Hidden costs in private pension funds

CHARGES associated with private pension funds are costing many people up to €100,000 in lost pension earnings, a study undertaken by IFG Corporate Pensions has found.

The study found that a 0.5% cut in the overall management fees could add up to 17% to the final pension fund of a person who switches to the lower cost funds 40 years from retirement.

“Similarly, over a period of 30 years the same reduction in fees will increase their pension fund by almost 13%,” IFG said.

IFG said across the life- time of a pension that needs to reach €700,000, a typical employee on €50,000 aiming for a pension of two thirds salary could hit €100,000.

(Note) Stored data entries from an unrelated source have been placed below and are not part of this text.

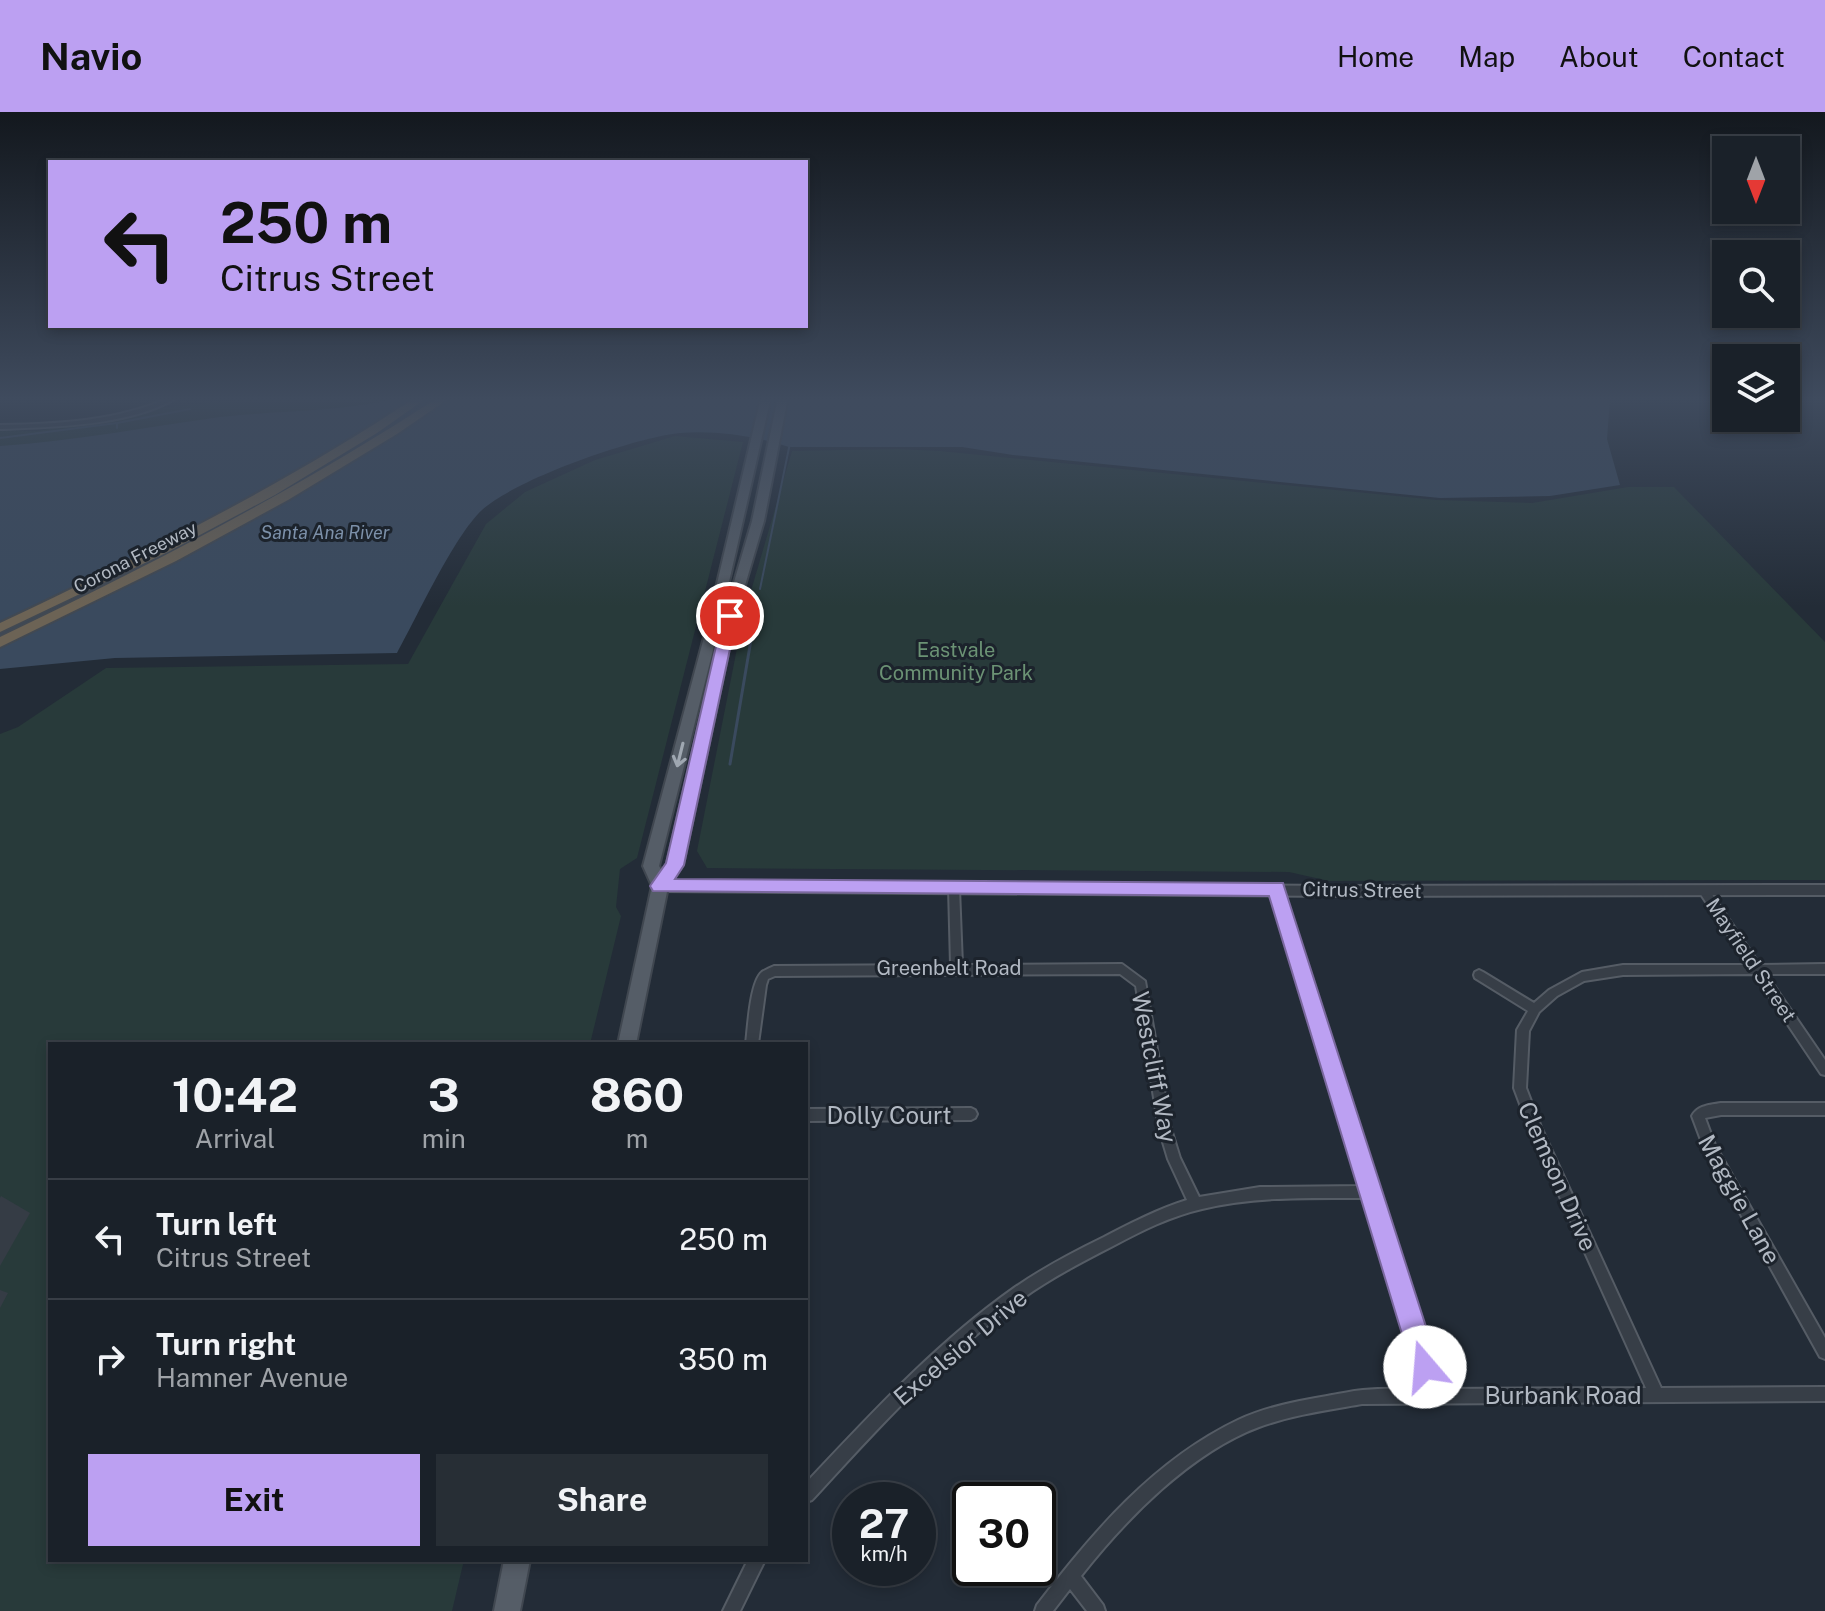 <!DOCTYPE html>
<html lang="en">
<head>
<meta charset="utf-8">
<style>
  body { margin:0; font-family:"Public Sans",sans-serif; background:#272e35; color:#f1f3f6; height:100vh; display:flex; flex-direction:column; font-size:30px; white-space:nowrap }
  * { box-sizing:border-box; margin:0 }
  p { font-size:26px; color:#9fa3a8 }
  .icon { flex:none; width:44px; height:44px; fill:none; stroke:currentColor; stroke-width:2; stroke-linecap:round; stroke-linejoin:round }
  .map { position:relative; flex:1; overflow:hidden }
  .sheet { position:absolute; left:48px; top:930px; width:760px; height:520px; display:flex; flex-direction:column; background:#1a2129; border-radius:0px; box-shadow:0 4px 12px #0003,0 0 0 2px #383e46 }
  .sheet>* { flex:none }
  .guide { position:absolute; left:48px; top:48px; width:760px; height:168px; border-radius:0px; box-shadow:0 4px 12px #0003,0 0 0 2px #383e46; background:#bca0f2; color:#111; overflow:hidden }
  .needle { width:52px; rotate:180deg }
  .controls { position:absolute; left:1712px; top:24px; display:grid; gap:16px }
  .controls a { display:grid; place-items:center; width:88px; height:88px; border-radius:0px; background:#1a2129; box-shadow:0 4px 12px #0003,0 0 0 2px #383e46; font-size:40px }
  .speed { position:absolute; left:832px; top:1370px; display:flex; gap:16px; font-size:40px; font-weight:700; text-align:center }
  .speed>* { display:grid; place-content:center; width:104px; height:104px; border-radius:50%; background:#1a2129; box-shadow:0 4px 12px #0003,0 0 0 2px #383e46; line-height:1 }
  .speed small { font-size:20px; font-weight:400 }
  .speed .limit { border:4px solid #111; border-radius:12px; background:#fff; color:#111 }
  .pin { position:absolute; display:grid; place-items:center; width:68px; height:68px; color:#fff; margin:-34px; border:4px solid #fff; border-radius:50%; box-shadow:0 2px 8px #0007 }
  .me { position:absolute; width:88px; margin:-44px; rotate:342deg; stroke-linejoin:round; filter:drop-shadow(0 0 6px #0008) }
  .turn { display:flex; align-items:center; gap:28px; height:168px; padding:0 40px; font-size:36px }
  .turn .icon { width:104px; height:104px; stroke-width:2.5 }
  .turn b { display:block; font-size:56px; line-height:68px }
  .eta { display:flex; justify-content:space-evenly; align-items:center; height:136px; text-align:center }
  .eta b { font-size:48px; font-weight:700; line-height:56px }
  .action { display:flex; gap:16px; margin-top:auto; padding:16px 40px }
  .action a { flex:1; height:92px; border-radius:0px; background:#bca0f2; color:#111; font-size:32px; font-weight:700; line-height:92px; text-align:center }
  .action a+a { background:#272e35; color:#f1f3f6 }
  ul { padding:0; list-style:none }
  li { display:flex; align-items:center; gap:24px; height:120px; padding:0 40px; border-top:2px solid #383e46 }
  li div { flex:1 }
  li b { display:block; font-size:30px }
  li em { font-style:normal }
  header { display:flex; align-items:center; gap:48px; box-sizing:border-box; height:112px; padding:0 40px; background:#bca0f2; color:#111 }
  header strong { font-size:38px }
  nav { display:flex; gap:44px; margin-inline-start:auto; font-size:28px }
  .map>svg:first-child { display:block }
  .green { fill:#283a3a }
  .water { fill:#3a4a5e }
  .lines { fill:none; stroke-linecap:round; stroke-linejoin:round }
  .stream-far1 { stroke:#3a4a5e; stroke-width:2 }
  .stream { stroke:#3a4a5e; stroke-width:3 }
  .minor-casing { stroke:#555c65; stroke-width:4 }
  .tertiary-casing { stroke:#555c65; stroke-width:4 }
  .primary-casing { stroke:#404750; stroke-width:4 }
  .motorway-casing { stroke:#424952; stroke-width:4 }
  .minor { fill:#373e47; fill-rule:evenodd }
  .tertiary { fill:#373e47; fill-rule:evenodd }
  .primary { fill:#555d67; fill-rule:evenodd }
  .motorway { fill:#6c6355; fill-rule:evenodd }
  .shaded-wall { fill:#353c45 }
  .oneway { stroke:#9fa7b1 }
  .route { fill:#bca0f2; stroke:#7a689d; stroke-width:2 }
  .labels { text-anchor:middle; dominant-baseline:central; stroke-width:6; stroke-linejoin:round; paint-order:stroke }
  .far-water-label { font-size:18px; font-style:italic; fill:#7c90a9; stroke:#1c232c }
  .far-street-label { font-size:18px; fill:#b2b9c3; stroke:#1c232c }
  .park-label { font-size:20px; fill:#6b9274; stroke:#1c232c }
  .street-label { font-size:20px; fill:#b2b9c3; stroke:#1c232c }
  .near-street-label { font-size:24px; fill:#b2b9c3; stroke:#1c232c }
</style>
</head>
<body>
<header>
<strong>Navio</strong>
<nav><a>Home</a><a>Map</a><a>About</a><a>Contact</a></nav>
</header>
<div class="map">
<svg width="1825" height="1499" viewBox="0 0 1825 1499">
  <rect width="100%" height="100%" fill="#232c37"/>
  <g class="green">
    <path d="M270,285h376l-646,59v-26l38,1 130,-24z"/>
    <path d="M675,324l68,6 -106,416 -17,11 -4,38 5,9 -31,128h-540v516h414l-12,51h-452v-877l18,-7 88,-59 302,-4 78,-140 39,-32 70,-32z"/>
    <path d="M897,337l43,2 497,49 95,3 96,-16h46l151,155v238l-496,1 -40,-9 -582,-4 -10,-17 46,-233 49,-167z"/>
  </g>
  <path class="water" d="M404,285h1213l-7,3 -3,39 13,46 -70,11 -110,2 -427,-43 -51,-8h-173c-33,-11 -74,-17 -109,-14 -47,5 -164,46 -198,77 -28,26 -65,107 -85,143l-282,5 -115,11v-223c74,-5 147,-19 220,-29 62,-7 124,-5 184,-20z"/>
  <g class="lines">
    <g class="stream-far1">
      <path d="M117,316v-5l73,-14"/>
      <path d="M0,326l117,-15"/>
      <path d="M760,477l30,-146"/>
    </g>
    <path class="stream" d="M730,652l24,-142"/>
    <g class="minor-casing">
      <g id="minor">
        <path d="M171,285h7c-46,29 -125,30 -178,32v-4c58,-1 118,-4 171,-28z"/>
        <path d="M954,772l4,1 1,3 3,77 160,-1 23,17 26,148 9,29 19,39 61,-10 102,-1 -91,-298 1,-3h8l159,504 207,-1 -117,-260 -15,-40 3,-58 11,-19 -53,-33 -1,-3 1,-3 4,-2 4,2 51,31 15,-13 33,-18 41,-7h125l-50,-75 1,-3h8l53,78 65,-1v10h-59l59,86v15l-4,-1 -67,-100 -131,1 -39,6 -27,15 -18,16 -10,19 -3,57 15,39 120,261 164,-1v14l-463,3c-34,6 -70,11 -103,23 -68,25 -134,93 -178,149l22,29 2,6h-18l-17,-22 -17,22h-18l2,-6c55,-72 117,-145 201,-185 28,-13 59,-19 89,-24 12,-2 24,-5 36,-6 20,-2 41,-1 62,-1l-59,-191c-55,0 -110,-2 -164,11 -31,7 -61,22 -89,37 -31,16 -62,32 -90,52 -79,57 -145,130 -211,202l-6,2v-19c65,-69 130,-140 208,-195 29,-20 59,-36 90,-51 27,-14 54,-28 83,-37l-19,-41 -9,-30 -23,-143 -16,-12 -345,2 -7,3 -2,6 -8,59h-12c2,-16 4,-62 16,-72 1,-1 10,-5 12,-6l177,-1 -2,-77 1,-3z"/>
        <path d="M1721,991h104v12h-104l-16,3 10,27 110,193v21l-5,-2 -116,-209 -12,-32c6,-11 18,-11 29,-13z"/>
        <path d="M971,996l4,2 2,4 -2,4 -4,2 -165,1v-12z"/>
        <path d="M748,1448h17l-25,51h-17z"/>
      </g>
    </g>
    <g class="tertiary-casing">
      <path id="tertiary" d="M660,769l679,5 486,-1v10l-486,1 -679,-5 -4,-2 -2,-3 2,-3z"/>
    </g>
    <g class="primary-casing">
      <g id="primary">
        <path d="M761,285h10l-52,229 -60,240 3,5 5,-8 57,-247 28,-95 26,-124h10l-24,124 -28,95 -53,249 -15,22 -32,157h-18l34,-158 -9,-20 64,-240z"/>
        <path d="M504,1448h26l-10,51h-26z"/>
      </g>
    </g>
    <g class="motorway-casing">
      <g id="motorway">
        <path d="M416,285h12l-51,36 -102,62 -107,57 -168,80v-9c144,-68 284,-138 416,-226z"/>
        <path d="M439,285h12l-54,37 -109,66 -112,61 -176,86v-10c151,-72 299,-149 439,-240z"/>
      </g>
    </g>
    <use href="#minor" class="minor"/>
    <use href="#tertiary" class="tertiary"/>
    <use href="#primary" class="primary"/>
    <use href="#motorway" class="motorway"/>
  </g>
  <g class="shaded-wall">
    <path d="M1,1084l29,17 -30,53v-68z"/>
    <path d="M0,1178l8,3 -8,15z"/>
  </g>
  <defs><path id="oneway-shaft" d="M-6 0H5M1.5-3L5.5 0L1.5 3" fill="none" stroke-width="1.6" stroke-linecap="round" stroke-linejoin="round" transform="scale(2)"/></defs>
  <use class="oneway" href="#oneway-shaft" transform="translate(680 643) rotate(104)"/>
  <linearGradient id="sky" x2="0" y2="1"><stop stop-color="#13181e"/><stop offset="0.58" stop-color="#3f4b5e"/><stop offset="1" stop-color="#3f4b5e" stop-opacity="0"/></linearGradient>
  <rect width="1825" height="495" fill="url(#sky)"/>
  <path class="route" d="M730,500l7,4 -53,249 -9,14 608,4 156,484 -4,9 -10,4 -9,-4 -4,-9 -143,-471 -616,-5 -3,-5 16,-23 57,-247z"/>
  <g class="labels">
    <g class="far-water-label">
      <text x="325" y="420">Santa Ana River</text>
    </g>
    <g class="far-street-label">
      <text transform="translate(135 445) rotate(-27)">Corona Freeway</text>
    </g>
    <g class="park-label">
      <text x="956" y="538">Eastvale<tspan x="956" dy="23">Community Park</tspan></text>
    </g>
    <g class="street-label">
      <text transform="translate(1362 778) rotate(1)">Citrus Street</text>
      <text transform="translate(1751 848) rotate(56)">Mayfield Street</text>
      <text x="949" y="856">Greenbelt Road</text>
    </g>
    <g class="near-street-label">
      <text transform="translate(1155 955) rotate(79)">Westcliff Way</text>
      <text x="889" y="1003">Dolly Court</text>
      <text transform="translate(1558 1064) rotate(66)">Clemson Drive</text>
      <text transform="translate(1740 1087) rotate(61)">Maggie Lane</text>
      <text transform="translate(960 1235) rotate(-40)">Excelsior Drive</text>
      <text x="1563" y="1283">Burbank Road</text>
    </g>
  </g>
</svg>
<div class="controls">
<a><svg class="needle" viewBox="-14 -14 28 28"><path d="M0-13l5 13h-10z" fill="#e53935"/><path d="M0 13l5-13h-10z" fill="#9fa3a8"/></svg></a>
<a><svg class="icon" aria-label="search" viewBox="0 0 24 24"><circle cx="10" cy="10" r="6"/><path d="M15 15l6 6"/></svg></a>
<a><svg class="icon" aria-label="layers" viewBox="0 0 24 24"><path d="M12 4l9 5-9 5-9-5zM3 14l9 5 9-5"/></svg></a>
</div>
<div class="speed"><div>27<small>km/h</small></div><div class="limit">30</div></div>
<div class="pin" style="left:730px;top:504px;background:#d93025"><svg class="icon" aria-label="arrive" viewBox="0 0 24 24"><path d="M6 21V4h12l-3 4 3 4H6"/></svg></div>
<svg class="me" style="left:1425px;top:1255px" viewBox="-20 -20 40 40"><circle r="19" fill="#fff"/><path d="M0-13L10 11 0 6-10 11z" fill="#bca0f2"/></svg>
<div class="guide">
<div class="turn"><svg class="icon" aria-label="left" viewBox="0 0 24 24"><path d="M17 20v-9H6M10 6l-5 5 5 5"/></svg><div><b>250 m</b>Citrus Street</div></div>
</div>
<section class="sheet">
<div class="eta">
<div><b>10:42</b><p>Arrival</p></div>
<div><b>3</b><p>min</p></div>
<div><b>860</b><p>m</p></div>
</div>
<ul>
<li><svg class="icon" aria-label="left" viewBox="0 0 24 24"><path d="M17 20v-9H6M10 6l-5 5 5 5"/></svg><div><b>Turn left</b><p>Citrus Street</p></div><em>250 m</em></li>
<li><svg class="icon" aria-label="right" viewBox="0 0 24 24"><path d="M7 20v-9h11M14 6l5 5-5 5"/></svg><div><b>Turn right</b><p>Hamner Avenue</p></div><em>350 m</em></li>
</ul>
<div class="action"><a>Exit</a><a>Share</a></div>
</section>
</div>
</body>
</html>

IFG said the thing to do was to switch from an active to a passive fund management approach.

“The key for pension scheme members is to establish what they are paying and what exactly they are getting in return”, it said.

Terms such as bid/offer spreads, fund management fees, encashment value and allocation rates are often used by sellers of funds.

Use of such language prevents buyers from knowing exactly what they are paying out in fees and charges, said Fionan O’Sullivan, director of IFG Corporate Pensions.

On pension performance he said pension funds recouped some of the 2008 losses during 2009, but still have ground to make up.

“To put the dynamics of pension performance into perspective, when you lose 33% of your fund, you need 50% positive performance to get recovery to your original position.

Savings that can be made on fees and charges will boost the fund in the long-run, he said.

In many larger DC pension plans, the employer will cover the costs of administration and consultancy, he said.

Workers however, will have to pay the investment management fees and they are rarely presented in an open manner, he said.

These are deducted at source and members are usually unaware of the high level of charges involved, he said.

In the case of smaller employee and self-employed pension funds, all charges are invariably borne by the individual.

“Active funds attract a much heftier fee and costs can have a significant impact on your overall fund balance at retirement, a factor often ignored or indeed misunderstood by members,” he said.